2015 Statewide Scores Show Slight Proficiency Gains for ELA and Math; Department to Strengthen Training for Teachers to Help Student Progress Continue

The State Education Department today released the results of the 2015 Grades 3-8 English Language Arts (ELA) and Math Tests. Overall, students statewide have made incremental progress in ELA and math since 2013, the first year assessments aligned to the more rigorous learning standards were administered in grades 3-8. In ELA, the percentage of all test takers in grades 3-8 who scored at the proficient level (Levels 3 and 4) remained consistent in 2015 at 31.3 compared to 30.6 in 2014 and 31.1 in 2013. In math, the percentage of all test takers in grades 3-8 who scored at the proficient level (Levels 3 and 4) increased by seven points in two years to 38.1 in 2015 from 36.2 in 2014 and 31.1 in 2013.

Progress for Black and Hispanic students held steady in 2015 ELA and math. While the percentage of students scoring at the proficient level edged up slightly in both subjects, Black and Hispanic students still face a significant achievement gap. English Language Learners (ELLs) also made small gains in 2015 in ELA and math but still lag behind their non-ELL peers. However, in New York City, Ever ELLs— students who received ELL services in years prior to the 2014-15 school year but not during the 2014-15 school year—had higher levels of ELA and math proficiency than NYC students who never received ELL services (Never ELLs).

The statewide proficiency rates on the 2015 Grades 3-8 ELA and Math Tests closely match the proficiency rates of New York State students on the 2013 National Assessment of Educational Progress (NAEP).[1] In May, the bipartisan group Achieve released Proficient vs. Prepared: Disparities between State Tests and the 2013 National Assessment of Educational Progress, which singled out New York for being the nation’s top “truth teller.” More recently, the National Center for Education Statistics published Mapping State Proficiency Standards Onto NAEP Scales: Results From the 2013 NAEP Reading and Mathematics Assessments. The study found that New York measured its students against a bar as high as NAEP and in some cases, NY’s bar for proficiency is higher. A study by Education Next had similar findings: New York was the top-rated state for setting a proficiency bar that is roughly comparable and sometimes tougher to that set by NAEP.

“New York was an early adopter of higher learning standards and the assessments aligned to them, and our teachers have been working hard to help students meet these higher standards,” Board of Regents Chancellor Merryl H. Tisch said. “Now we have to make sure those teachers get the professional development and resources they need to help students continue to make progress—especially our Black and Hispanic students and English Language Learners who still face a discouraging achievement gap. The Board of Regents is committed to providing these resources to our teachers so our students graduate with the knowledge and skills necessary to be successful after high school.”

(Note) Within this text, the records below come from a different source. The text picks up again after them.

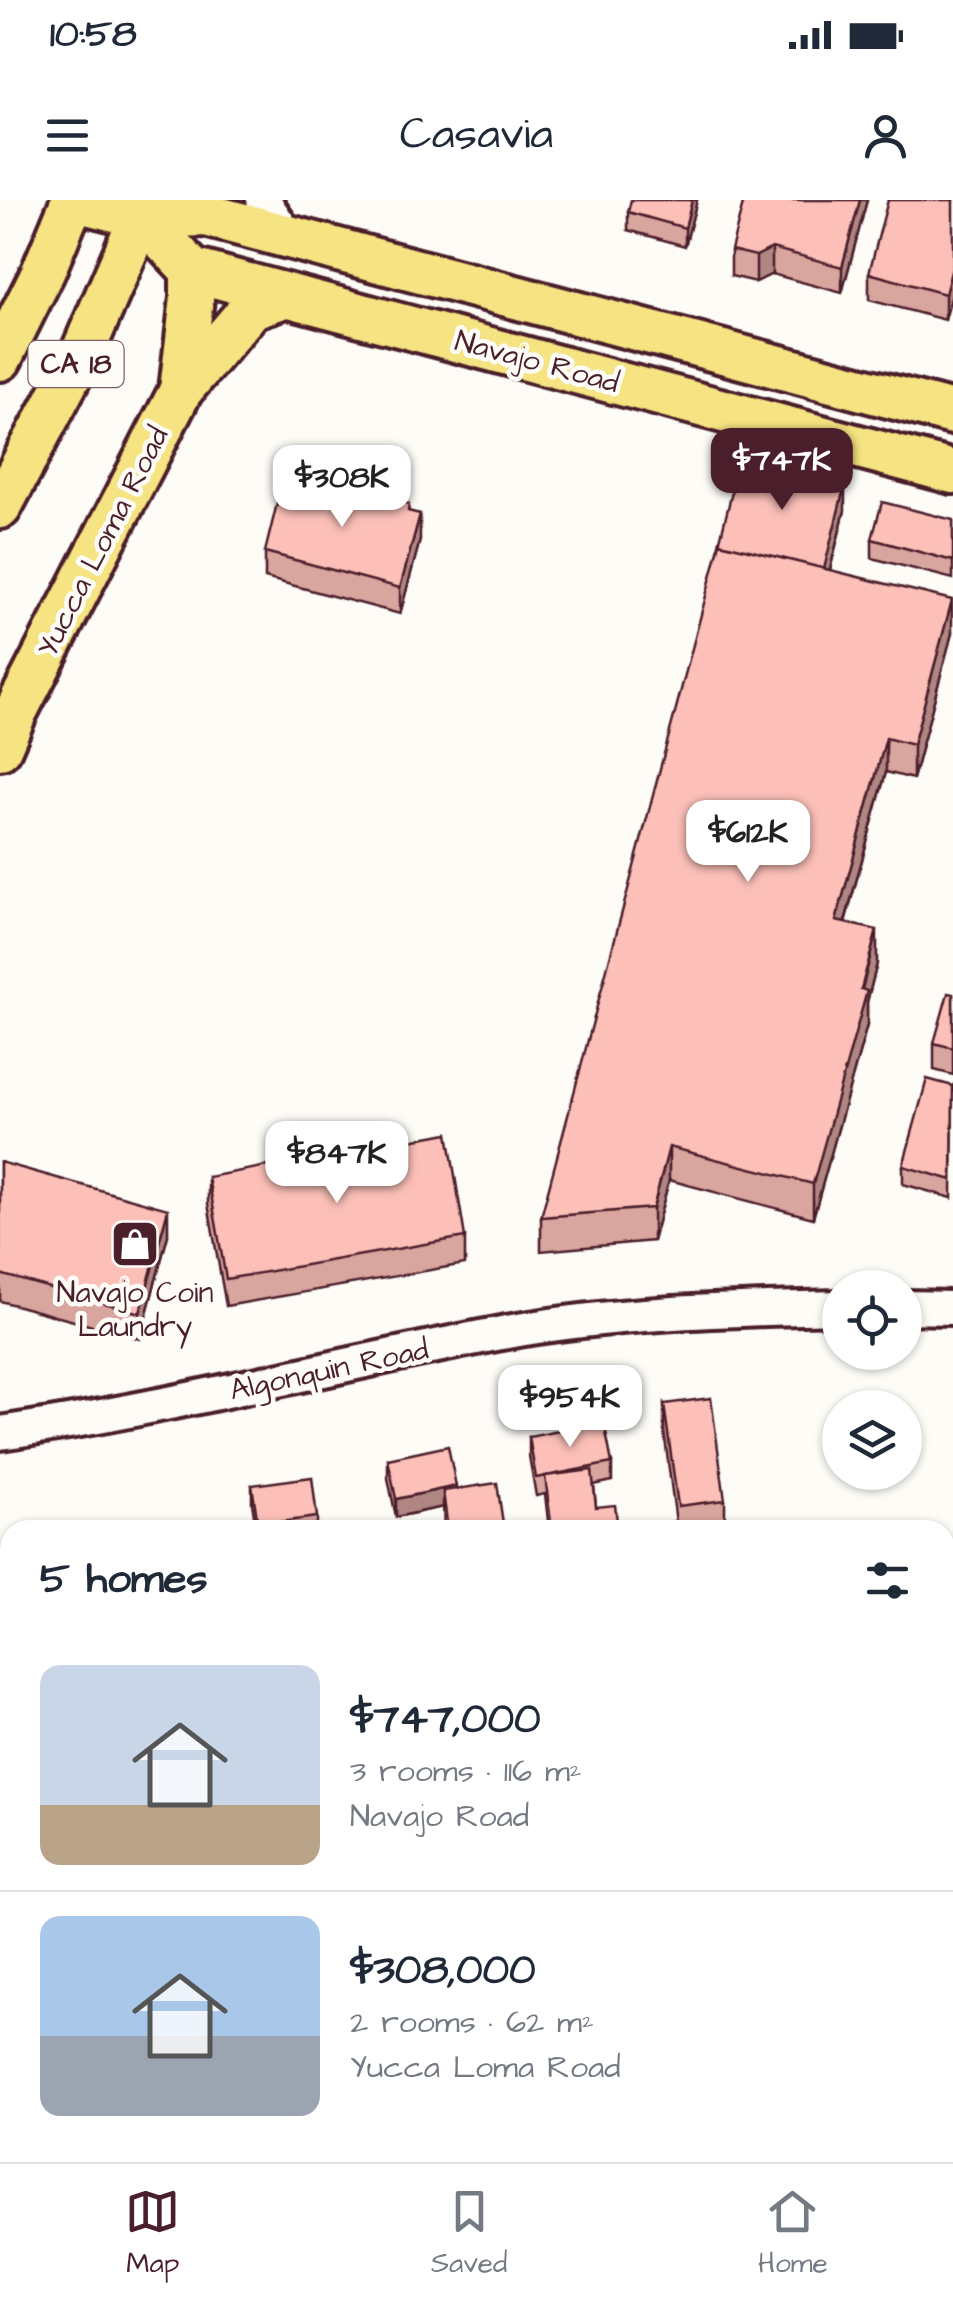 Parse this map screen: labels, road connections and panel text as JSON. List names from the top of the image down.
{
  "streets": {
    "main road": ["Navajo Road", "CA 18", "Yucca Loma Road"],
    "street": ["Algonquin Road"]
  },
  "crossings": [
    ["Navajo Road", "CA 18"]
  ],
  "places": {
    "shop": ["Navajo Coin Laundry"]
  },
  "page": {
    "status": "10:58",
    "header": "Casavia",
    "price": [
      "$747K",
      "$308K",
      "$612K",
      "$847K",
      "$954K"
    ],
    "heading": "5 homes",
    "list": [
      {
        "name": "$747,000",
        "note": "3 rooms · 116 m² · Navajo Road"
      },
      {
        "name": "$308,000",
        "note": "2 rooms · 62 m² · Yucca Loma Road"
      }
    ],
    "tabs": ["Map", "Saved", "Home"]
  }
}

“The transition to new learning standards is not easy, and success isn’t instantaneous,” State Education Commissioner MaryEllen Elia said. “Teachers across the state are working hard to help students reach the high bar we’ve set for them. In fact, we’ve increased seven points in math in two years. Thousands more of New York’s students are on track to graduate high school prepared to do more rigorous math. Now is the time for the state and districts to make certain that students move to the next level. It’s clear to me that we must do a better job of supporting our teachers and principals as they continue to shift their practice to the higher learning standards.”

The Department is committed to strengthening professional development opportunities for teachers and other educators to help them continue to transition to the college- and career-readiness standards. Elia has begun and will continue to talk with teachers about how best to improve teacher training. Additionally, the Department will examine the data from the 2015 testing program to determine targets for enhanced professional development.

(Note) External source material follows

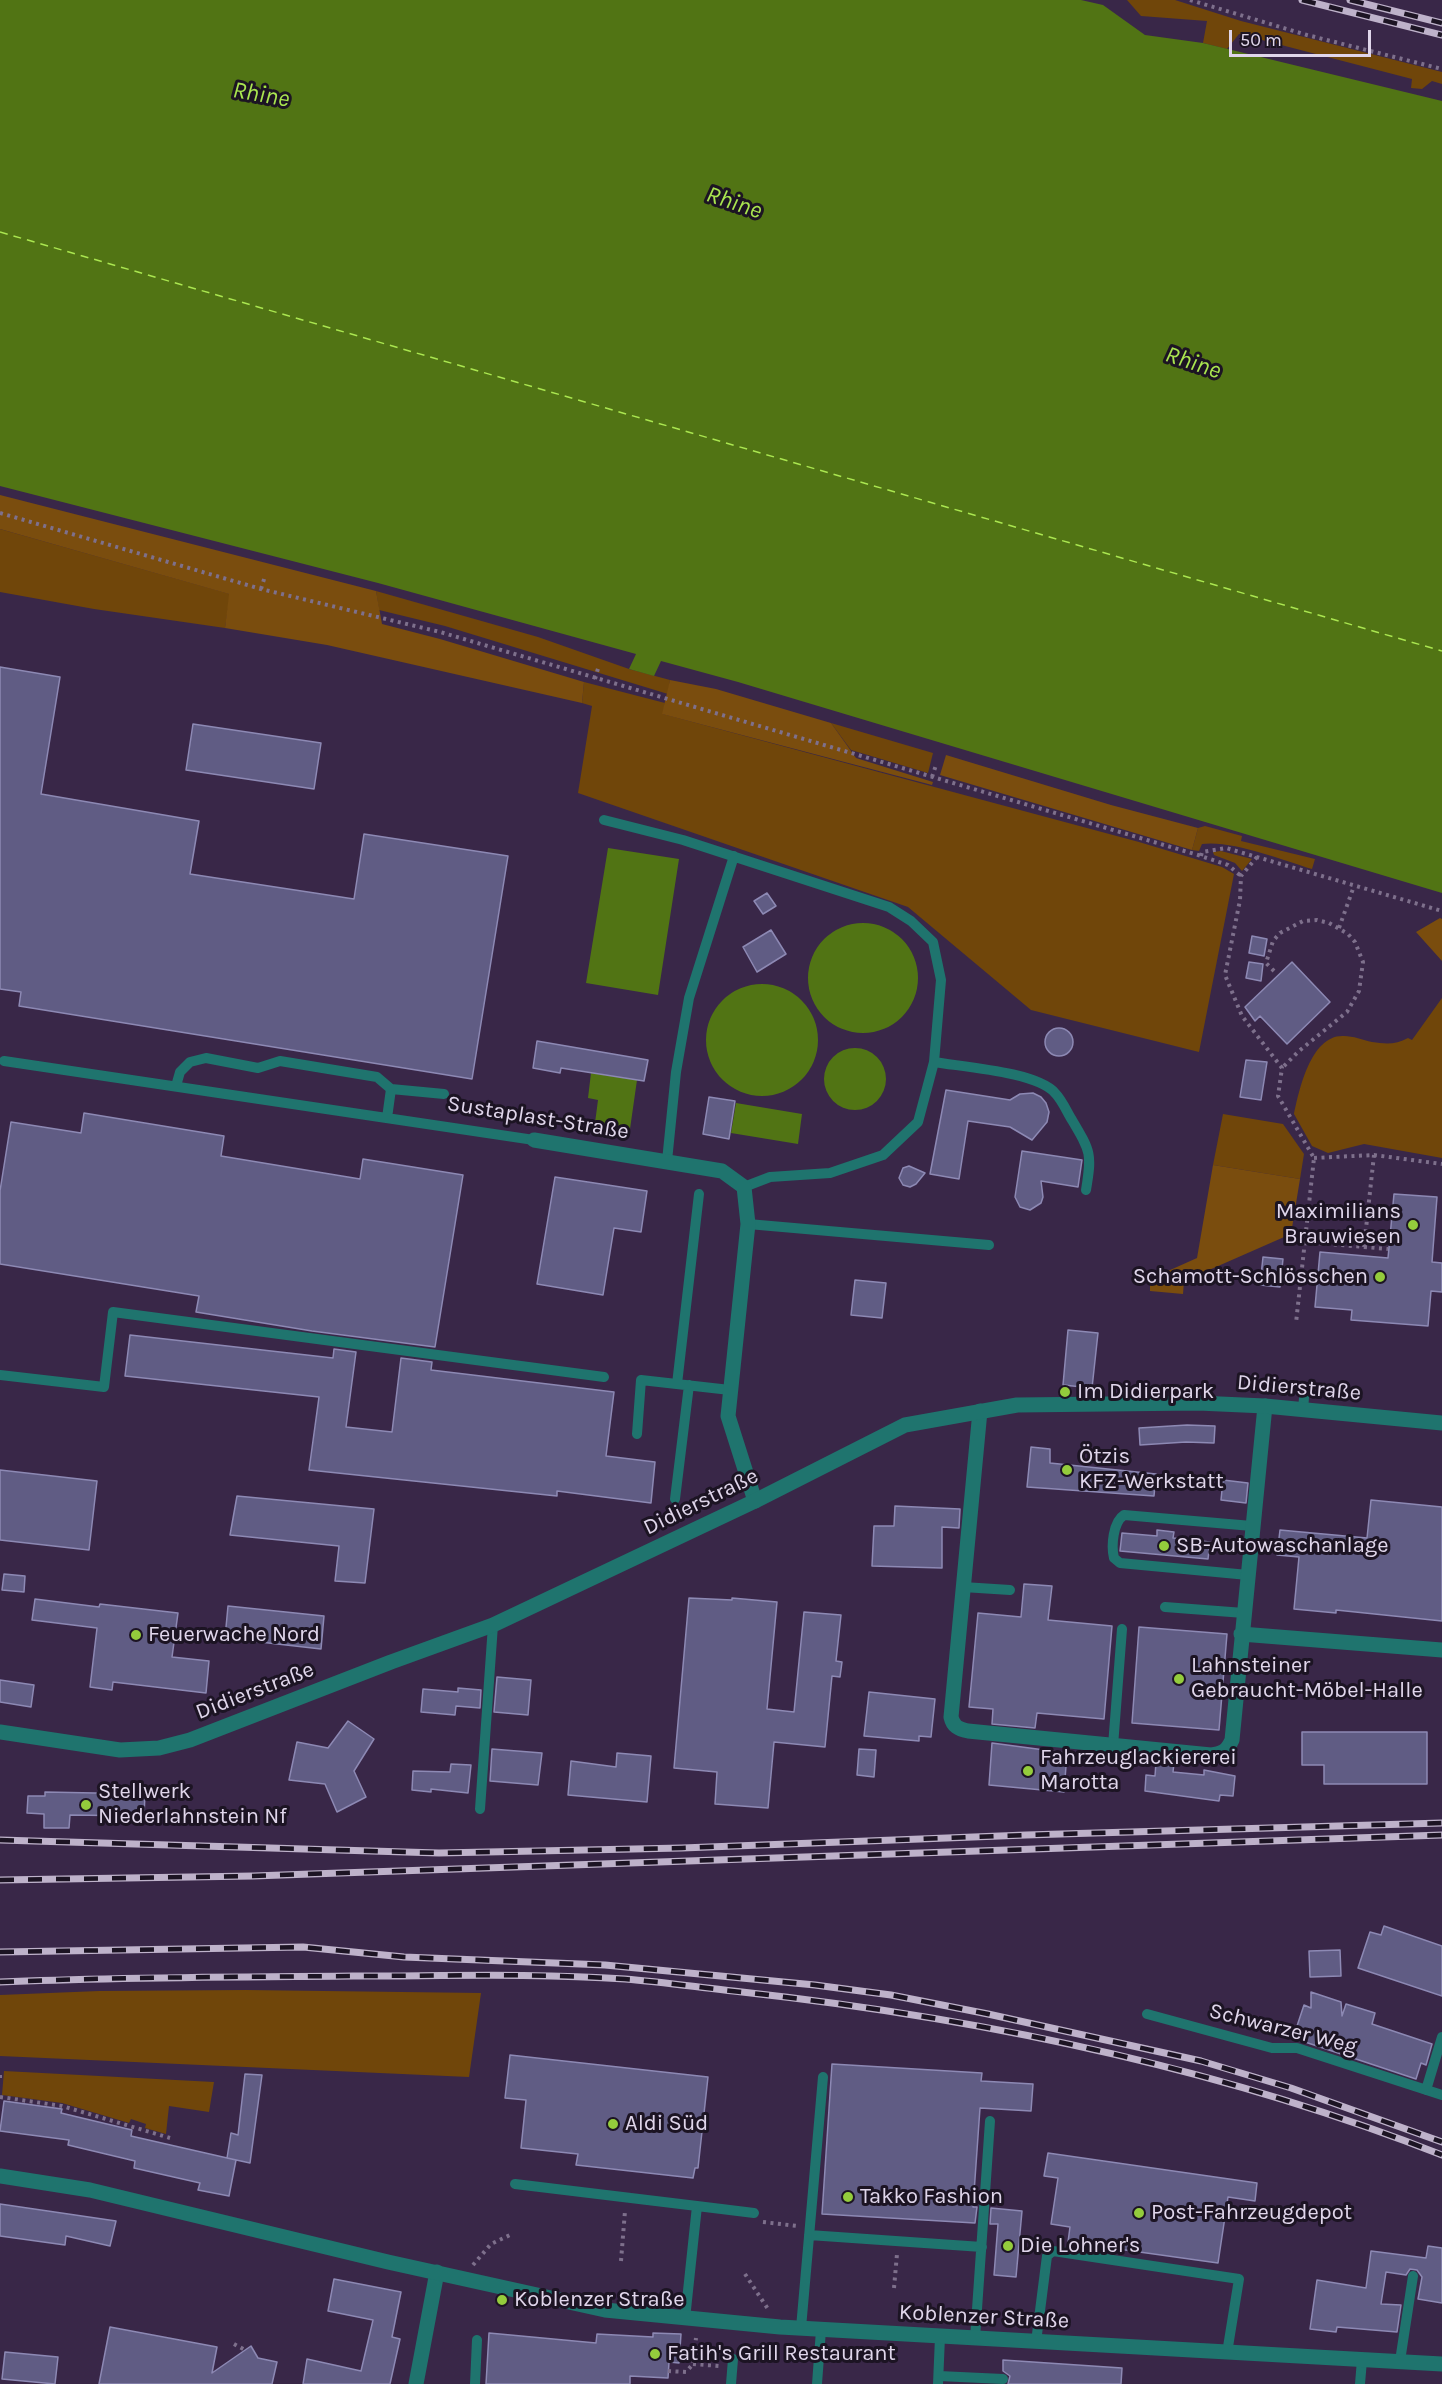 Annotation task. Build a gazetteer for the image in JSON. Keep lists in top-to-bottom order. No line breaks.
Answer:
{"streets":{"street":["Sustaplast-Straße","Didierstraße","Koblenzer Straße"],"lane":["Schwarzer Weg"]},"water":["Rhine"],"places":["Maximilians Brauwiesen","Schamott-Schlösschen","Im Didierpark","Ötzis KFZ-Werkstatt","SB-Autowaschanlage","Feuerwache Nord","Lahnsteiner Gebraucht-Möbel-Halle","Fahrzeuglackiererei Marotta","Stellwerk Niederlahnstein Nf","Aldi Süd","Takko Fashion","Post-Fahrzeugdepot","Die Lohner's","Koblenzer Straße","Fatih's Grill Restaurant"],"scale_bar":"50 m"}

Elia said the Department will focus on finding resources to replicate the Strengthening Teacher Leader Effectiveness (STLE) program. STLE has been a central part of the effort to prepare teachers and school leaders to teach college and career ready standards. Since it began in 2012, approximately 500,000 students, 42,000 teachers and nearly 1,000 principals in 221 districts have benefited from the program.

2015 Results

While ELA performance for the Big 5 City Districts—New York City, Buffalo, Rochester, Syracuse, and Yonkers—held relatively steady between 2013 and 2015, all Big 5 districts had an uptick in math performance for 2015 compared to 2014 and 2013. Low-need communities continued to outperform high-need communities in 2015 as they did in previous years. However, New York City students made encouraging gains in ELA, with proficiency approaching statewide levels. This year, 66.4 percent of NYC students scored at Level 2 and Above and 30.4 percent scored at Level 3 and Above, compared to the statewide percentages of 66.4 percent and 31.3 percent respectively.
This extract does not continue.